2. EVENTS SUBSEQUENT TO THE DATE OF FINANCIAL STATEMENTS
There were no material changes and commitments which occurred affecting
the financial position of the Company between 31st March, 2015 and the
date on which this report has been signed.
3. MATERIAL CHANGES AFFECTING THE FINANCIAL POSITION OF THE COMPANY
The Company did not carry out any commercial sales activities: However,
in line with the applicable regulations/Statutes, revenue of the
Subsidiaries was captured in the consolidated financial Statement of
the Company.
4. CHANGE IN THE NATURE OF BUSINESS
The Company expects to add new activities as mentioned above, in the
areas of application of Information Technology in the domains of
Business Intelligence and Human Resources Development, and mobile-based
applications for services provision, will expand the nature of business
of the Company from manufacturing and sales of products developed
in-house, to also software applications for specific chosen domains, by
developing such applications in-house and/or partnering with
organizations specializing in those activities/domains.
5. DIVIDEND
In view of the losses incurred, your Directors express inability to
recommend any dividend.
6. AMOUNTS TRANSFERRED TO RESERVES
In view of the losses, the question of transferring any amount to
Reserves does not arise.
7. CHANGES IN SHARE CAPITAL
There were no changes in the Share Capital of the Company during the
year.
Disclosure regarding Issue of Equity Shares with Differential Rights
During the year under review the Company has not issued Shares with
Differential Rights.
Disclosure regarding issue of Employee Stock Options
During the year under review the Company has not issued Shares Employee
Stock Options.
Disclosure regarding issue of Sweat Equity Shares
During the year under review the Company has not issued Sweat Equity
Shares.
8. CAPITAL INVESTMENTS
There were no capital Investments during the year 2014-2015.
9. BOARD MEETINGS
The Meetings of the Board are held at regular intervals with a time gap
of not more than 120 days between two consecutive Meetings. Additional
Meetings of the Board of Directors are held when necessary. During the
year under review 4 (Four) Meetings were held on 29th May 2014, 14th
August 2014, 14th November 2014 and 14th February 2015.

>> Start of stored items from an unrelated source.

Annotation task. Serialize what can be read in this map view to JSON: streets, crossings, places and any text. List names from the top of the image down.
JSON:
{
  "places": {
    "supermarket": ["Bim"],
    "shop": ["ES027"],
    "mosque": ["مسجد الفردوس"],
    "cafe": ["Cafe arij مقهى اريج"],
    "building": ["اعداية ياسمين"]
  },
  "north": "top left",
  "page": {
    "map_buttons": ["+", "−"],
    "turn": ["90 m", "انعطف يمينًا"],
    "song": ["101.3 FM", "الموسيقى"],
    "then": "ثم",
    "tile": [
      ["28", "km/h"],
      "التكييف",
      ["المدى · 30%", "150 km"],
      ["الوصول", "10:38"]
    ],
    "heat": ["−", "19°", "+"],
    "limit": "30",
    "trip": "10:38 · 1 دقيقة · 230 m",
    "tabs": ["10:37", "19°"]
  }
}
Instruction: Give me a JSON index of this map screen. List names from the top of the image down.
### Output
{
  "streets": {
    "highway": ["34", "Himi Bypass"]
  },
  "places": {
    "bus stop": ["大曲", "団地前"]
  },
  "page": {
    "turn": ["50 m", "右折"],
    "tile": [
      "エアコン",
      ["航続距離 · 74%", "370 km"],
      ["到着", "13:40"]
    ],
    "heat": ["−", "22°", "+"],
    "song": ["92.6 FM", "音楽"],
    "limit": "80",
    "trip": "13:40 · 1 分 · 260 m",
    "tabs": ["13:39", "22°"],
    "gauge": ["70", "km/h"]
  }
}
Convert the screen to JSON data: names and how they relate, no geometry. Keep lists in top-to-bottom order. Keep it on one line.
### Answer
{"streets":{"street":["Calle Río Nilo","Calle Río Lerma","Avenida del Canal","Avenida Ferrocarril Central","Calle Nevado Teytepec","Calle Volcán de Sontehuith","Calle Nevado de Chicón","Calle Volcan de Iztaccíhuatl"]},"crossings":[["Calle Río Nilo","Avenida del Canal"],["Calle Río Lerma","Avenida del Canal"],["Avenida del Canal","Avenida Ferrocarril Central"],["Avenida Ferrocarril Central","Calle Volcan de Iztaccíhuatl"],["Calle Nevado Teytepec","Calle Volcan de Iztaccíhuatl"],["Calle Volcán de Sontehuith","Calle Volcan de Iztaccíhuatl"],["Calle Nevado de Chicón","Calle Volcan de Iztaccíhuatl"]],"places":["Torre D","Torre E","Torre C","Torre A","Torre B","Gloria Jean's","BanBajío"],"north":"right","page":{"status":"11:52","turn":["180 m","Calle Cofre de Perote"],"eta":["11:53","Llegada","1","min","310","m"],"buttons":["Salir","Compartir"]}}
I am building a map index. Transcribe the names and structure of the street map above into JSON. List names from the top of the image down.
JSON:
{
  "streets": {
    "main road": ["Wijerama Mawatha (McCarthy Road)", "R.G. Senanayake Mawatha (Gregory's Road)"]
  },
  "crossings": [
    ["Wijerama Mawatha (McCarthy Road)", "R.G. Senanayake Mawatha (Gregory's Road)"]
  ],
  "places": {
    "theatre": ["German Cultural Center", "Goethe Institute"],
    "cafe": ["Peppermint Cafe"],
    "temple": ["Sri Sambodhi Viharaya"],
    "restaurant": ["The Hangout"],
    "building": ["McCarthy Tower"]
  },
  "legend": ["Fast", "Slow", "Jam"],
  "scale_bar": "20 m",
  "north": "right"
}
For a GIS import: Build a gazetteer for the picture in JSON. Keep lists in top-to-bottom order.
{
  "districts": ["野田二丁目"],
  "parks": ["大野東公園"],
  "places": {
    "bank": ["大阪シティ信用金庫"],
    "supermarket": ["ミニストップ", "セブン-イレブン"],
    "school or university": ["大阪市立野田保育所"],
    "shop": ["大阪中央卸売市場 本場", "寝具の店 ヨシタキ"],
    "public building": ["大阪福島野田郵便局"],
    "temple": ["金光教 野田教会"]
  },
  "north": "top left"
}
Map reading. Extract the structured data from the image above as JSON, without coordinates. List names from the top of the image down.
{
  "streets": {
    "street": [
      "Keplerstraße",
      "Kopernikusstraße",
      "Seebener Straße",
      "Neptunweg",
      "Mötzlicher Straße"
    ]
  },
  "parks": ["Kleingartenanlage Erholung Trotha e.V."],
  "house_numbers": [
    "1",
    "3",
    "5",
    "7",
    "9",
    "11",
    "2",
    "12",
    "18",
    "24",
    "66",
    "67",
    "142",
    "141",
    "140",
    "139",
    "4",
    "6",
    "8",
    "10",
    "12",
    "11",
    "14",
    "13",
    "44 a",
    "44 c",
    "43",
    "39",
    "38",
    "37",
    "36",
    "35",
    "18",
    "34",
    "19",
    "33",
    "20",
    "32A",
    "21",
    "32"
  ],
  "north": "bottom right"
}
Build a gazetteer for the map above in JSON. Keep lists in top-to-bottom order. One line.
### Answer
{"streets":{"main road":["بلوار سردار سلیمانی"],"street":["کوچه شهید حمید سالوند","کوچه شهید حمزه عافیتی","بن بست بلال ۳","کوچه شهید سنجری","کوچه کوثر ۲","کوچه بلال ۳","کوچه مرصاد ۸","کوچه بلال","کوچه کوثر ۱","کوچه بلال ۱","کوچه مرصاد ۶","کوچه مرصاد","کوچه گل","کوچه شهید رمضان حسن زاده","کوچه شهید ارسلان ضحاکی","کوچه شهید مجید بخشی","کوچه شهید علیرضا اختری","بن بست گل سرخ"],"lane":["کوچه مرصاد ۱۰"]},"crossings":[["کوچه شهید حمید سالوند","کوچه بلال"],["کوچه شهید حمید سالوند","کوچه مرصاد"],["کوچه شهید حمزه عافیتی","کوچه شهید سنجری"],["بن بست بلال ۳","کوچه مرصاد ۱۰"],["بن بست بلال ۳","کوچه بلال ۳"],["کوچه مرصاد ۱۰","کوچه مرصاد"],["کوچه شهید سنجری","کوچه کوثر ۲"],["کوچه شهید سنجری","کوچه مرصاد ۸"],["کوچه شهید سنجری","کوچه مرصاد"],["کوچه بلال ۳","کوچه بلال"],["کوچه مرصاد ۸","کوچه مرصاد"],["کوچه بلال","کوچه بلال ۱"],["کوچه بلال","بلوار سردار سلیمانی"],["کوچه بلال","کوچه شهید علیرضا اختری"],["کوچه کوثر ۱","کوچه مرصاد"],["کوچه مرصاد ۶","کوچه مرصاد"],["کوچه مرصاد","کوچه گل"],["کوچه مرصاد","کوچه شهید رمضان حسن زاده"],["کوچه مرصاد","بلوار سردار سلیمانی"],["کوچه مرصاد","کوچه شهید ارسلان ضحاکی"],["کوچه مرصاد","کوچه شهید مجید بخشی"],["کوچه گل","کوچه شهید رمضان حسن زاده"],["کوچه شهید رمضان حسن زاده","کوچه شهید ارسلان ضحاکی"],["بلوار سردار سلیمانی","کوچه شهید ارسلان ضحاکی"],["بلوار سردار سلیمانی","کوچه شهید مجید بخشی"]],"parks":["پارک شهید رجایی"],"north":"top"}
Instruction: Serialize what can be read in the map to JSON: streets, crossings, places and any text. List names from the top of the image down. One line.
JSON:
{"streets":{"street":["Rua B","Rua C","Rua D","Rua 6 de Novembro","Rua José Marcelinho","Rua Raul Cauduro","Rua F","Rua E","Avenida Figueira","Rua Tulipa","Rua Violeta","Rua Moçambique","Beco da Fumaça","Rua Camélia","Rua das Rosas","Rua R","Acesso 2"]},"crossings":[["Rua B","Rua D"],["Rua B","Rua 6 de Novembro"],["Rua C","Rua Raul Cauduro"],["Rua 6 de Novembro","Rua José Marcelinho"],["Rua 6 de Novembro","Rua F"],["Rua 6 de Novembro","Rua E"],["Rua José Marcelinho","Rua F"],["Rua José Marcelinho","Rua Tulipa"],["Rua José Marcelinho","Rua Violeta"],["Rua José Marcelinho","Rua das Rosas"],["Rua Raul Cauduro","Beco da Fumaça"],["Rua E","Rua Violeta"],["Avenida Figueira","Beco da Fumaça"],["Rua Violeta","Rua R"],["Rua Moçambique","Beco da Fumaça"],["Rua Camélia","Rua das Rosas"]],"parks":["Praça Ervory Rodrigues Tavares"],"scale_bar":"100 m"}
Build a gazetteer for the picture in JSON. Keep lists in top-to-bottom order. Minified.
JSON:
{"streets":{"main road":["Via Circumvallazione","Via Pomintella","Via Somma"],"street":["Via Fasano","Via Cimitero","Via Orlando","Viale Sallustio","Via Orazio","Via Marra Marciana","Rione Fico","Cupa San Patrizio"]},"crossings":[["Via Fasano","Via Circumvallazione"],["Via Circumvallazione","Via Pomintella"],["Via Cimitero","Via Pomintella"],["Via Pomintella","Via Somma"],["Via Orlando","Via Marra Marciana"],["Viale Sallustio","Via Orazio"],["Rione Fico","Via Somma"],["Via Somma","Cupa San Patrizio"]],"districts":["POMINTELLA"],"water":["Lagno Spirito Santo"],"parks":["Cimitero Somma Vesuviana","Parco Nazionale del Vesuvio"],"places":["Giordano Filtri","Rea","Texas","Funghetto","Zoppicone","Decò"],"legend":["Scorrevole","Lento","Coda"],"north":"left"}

The Agenda of the Meeting is circulated to the Directors in advance.
Minutes of the Meetings of the Board of Directors are circulated
amongst the Members of the Board for their perusal.
The details of other Committee Meetings during the year 2014-2015 are
given in the Corporate Governance Report.
10. DIRECTORS AND KEY MANANGERIAL PERSONNEL
Ms. Chhanda Deshpande, Director (DIN: 00225546), retires by rotation,
as per the Companies Act, 2013 and being eligible, offers herself for
re-appointment.
11. DECLARATION FROM INDEPENDENT DIRECTORS ON ANNUAL BASIS
The Company has received necessary declaration from each Independent
Director of the Company under Section 149(7) of the Companies Act, 2013
that the Independent Directors of the Company meet with the criteria of
their Independence laid down in Section 149(6).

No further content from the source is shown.